Scientists at the University of Illinois at Chicago (UIC) have synthesized a catalyst that improves their system for converting waste carbon dioxide into syngas. Syngas can be a precursor of gasoline and other energy-rich products with the UIC work bringing the process closer to commercial viability.

The team’s study was published in the journal Nature Communications on July 30.

Your humble writer has watching this group for some years now and admires that they grasp the concept of “more better and cheaper”.

UICs Professor Amin Salehi-Khojin. Click image for the largest view.  Image Credit: Roberta Dupuis-Devlin.

UICs Professor Amin Salehi-Khojin. Click image for the largest view. Image Credit: Roberta Dupuis-Devlin.

Amin Salehi-Khojin, UIC professor of mechanical and industrial engineering said, “Our whole purpose is to move from laboratory experiments to real-world applications. This is a real breakthrough that can take a waste gas – carbon dioxide – and use inexpensive catalysts to produce another source of energy at large-scale, while making a healthier environment.”

Salehi-Khojin, principal investigator on the study and his coworkers have developed a unique two-step catalytic process that uses molybdenum disulfide, the often used metallic friction agent, and an ionic liquid to “reduce,” or transfer electrons, to carbon dioxide in a chemical reaction.
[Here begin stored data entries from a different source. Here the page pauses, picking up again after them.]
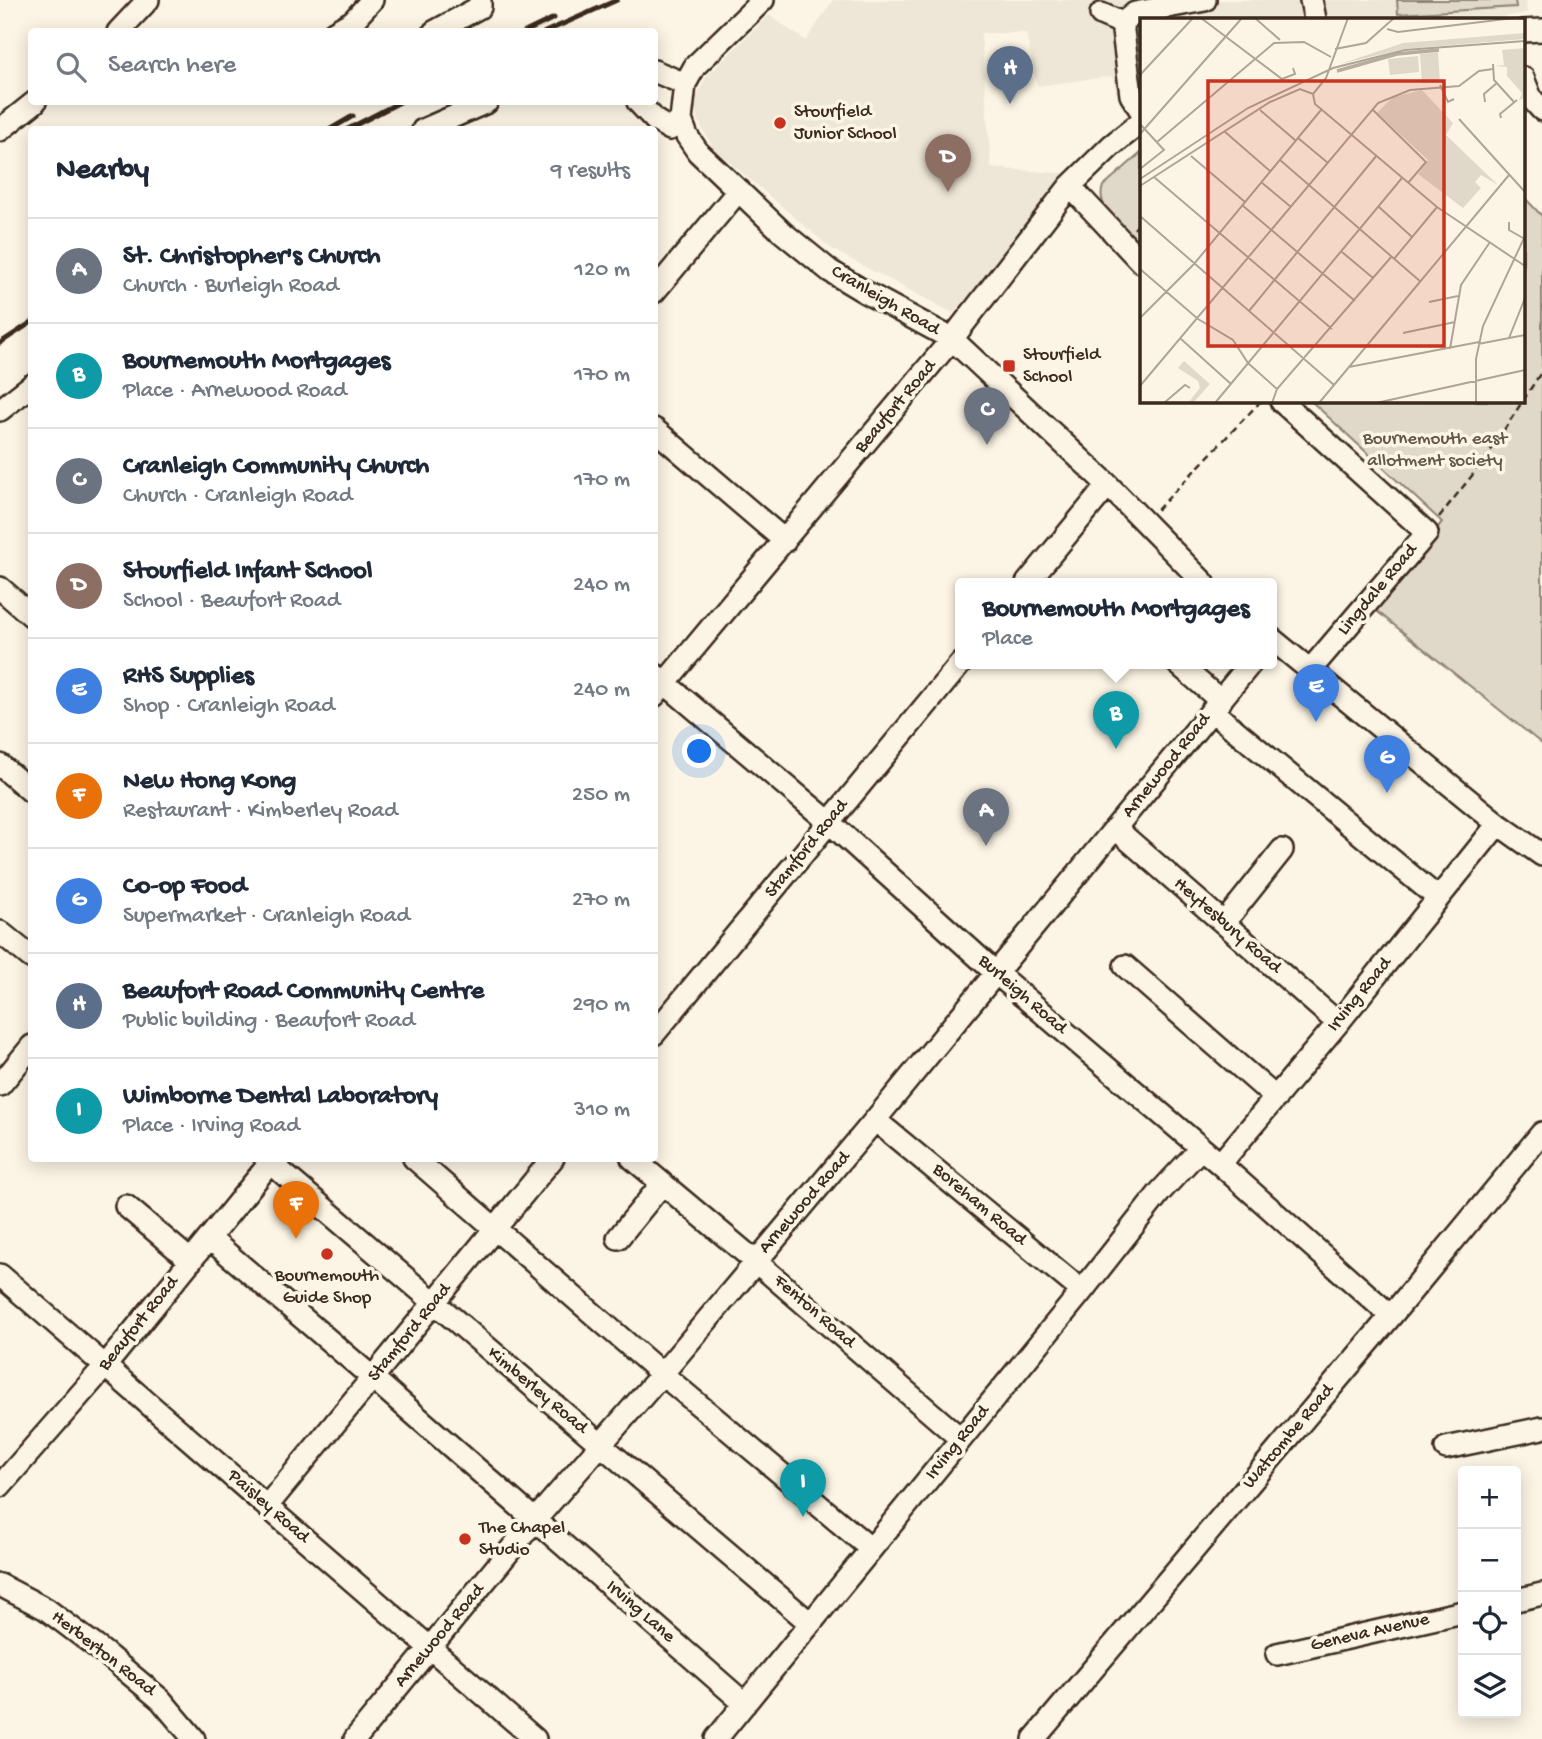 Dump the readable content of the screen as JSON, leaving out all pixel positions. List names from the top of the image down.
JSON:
{
  "streets": {
    "street": [
      "Cranleigh Road",
      "Beaufort Road",
      "Lingdale Road",
      "Arnewood Road",
      "Stamford Road",
      "Heytesbury Road",
      "Burleigh Road",
      "Irving Road",
      "Boreham Road",
      "Fenton Road",
      "Kimberley Road",
      "Watcombe Road",
      "Paisley Road",
      "Irving Lane",
      "Geneva Avenue",
      "Herberton Road"
    ]
  },
  "crossings": [
    ["Cranleigh Road", "Beaufort Road"],
    ["Beaufort Road", "Burleigh Road"],
    ["Beaufort Road", "Paisley Road"],
    ["Beaufort Road", "Irving Lane"],
    ["Arnewood Road", "Heytesbury Road"],
    ["Arnewood Road", "Burleigh Road"],
    ["Arnewood Road", "Boreham Road"],
    ["Arnewood Road", "Fenton Road"],
    ["Arnewood Road", "Kimberley Road"],
    ["Arnewood Road", "Paisley Road"],
    ["Arnewood Road", "Irving Lane"],
    ["Stamford Road", "Burleigh Road"],
    ["Stamford Road", "Kimberley Road"],
    ["Stamford Road", "Paisley Road"],
    ["Stamford Road", "Irving Lane"],
    ["Heytesbury Road", "Irving Road"],
    ["Burleigh Road", "Irving Road"],
    ["Burleigh Road", "Watcombe Road"],
    ["Irving Road", "Boreham Road"],
    ["Irving Road", "Fenton Road"],
    ["Irving Road", "Kimberley Road"],
    ["Irving Road", "Irving Lane"]
  ],
  "parks": ["Bournemouth east allotment society"],
  "places": {
    "other": ["Stourfield Junior School", "Bournemouth Guide Shop", "The Chapel Studio"],
    "transit": ["Stourfield School"]
  },
  "page": {
    "search": "Search here",
    "pins": [
      "H",
      "D",
      "C",
      "E",
      "B",
      "G",
      "A",
      "F",
      "I"
    ],
    "heading": ["Nearby", "9 results"],
    "list": [
      {
        "mark": "A",
        "name": "St. Christopher's Church",
        "note": "Church · Burleigh Road",
        "value": "120 m"
      },
      {
        "mark": "B",
        "name": "Bournemouth Mortgages",
        "note": "Place · Arnewood Road",
        "value": "170 m"
      },
      {
        "mark": "C",
        "name": "Cranleigh Community Church",
        "note": "Church · Cranleigh Road",
        "value": "170 m"
      },
      {
        "mark": "D",
        "name": "Stourfield Infant School",
        "note": "School · Beaufort Road",
        "value": "240 m"
      },
      {
        "mark": "E",
        "name": "RHS Supplies",
        "note": "Shop · Cranleigh Road",
        "value": "240 m"
      },
      {
        "mark": "F",
        "name": "New Hong Kong",
        "note": "Restaurant · Kimberley Road",
        "value": "250 m"
      },
      {
        "mark": "G",
        "name": "Co-op Food",
        "note": "Supermarket · Cranleigh Road",
        "value": "270 m"
      },
      {
        "mark": "H",
        "name": "Beaufort Road Community Centre",
        "note": "Public building · Beaufort Road",
        "value": "290 m"
      },
      {
        "mark": "I",
        "name": "Wimborne Dental Laboratory",
        "note": "Place · Irving Road",
        "value": "310 m"
      }
    ],
    "popup": ["Bournemouth Mortgages", "Place"],
    "map_buttons": ["+", "−"]
  }
}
The new catalyst improves efficiency and lowers cost by replacing expensive metals like gold or silver in the reduction reaction.

Mohammad Asadi, UIC graduate student and co-first author on the paper said the discovery is a big step toward industrialization. “With this catalyst, we can directly reduce carbon dioxide to syngas without the need for a secondary, expensive gasification process,” he said. In other chemical-reduction systems, the only reaction product is carbon monoxide. The new catalyst produces syngas, a mixture of carbon monoxide plus hydrogen.

This announcement is a major repositioning of the potential involved in carbon dioxide recycling. It should be of great interest to any firm combusting fuels and emitting CO2 – the technology could very well reduce costs by making a market for the effluents that aggravate so many.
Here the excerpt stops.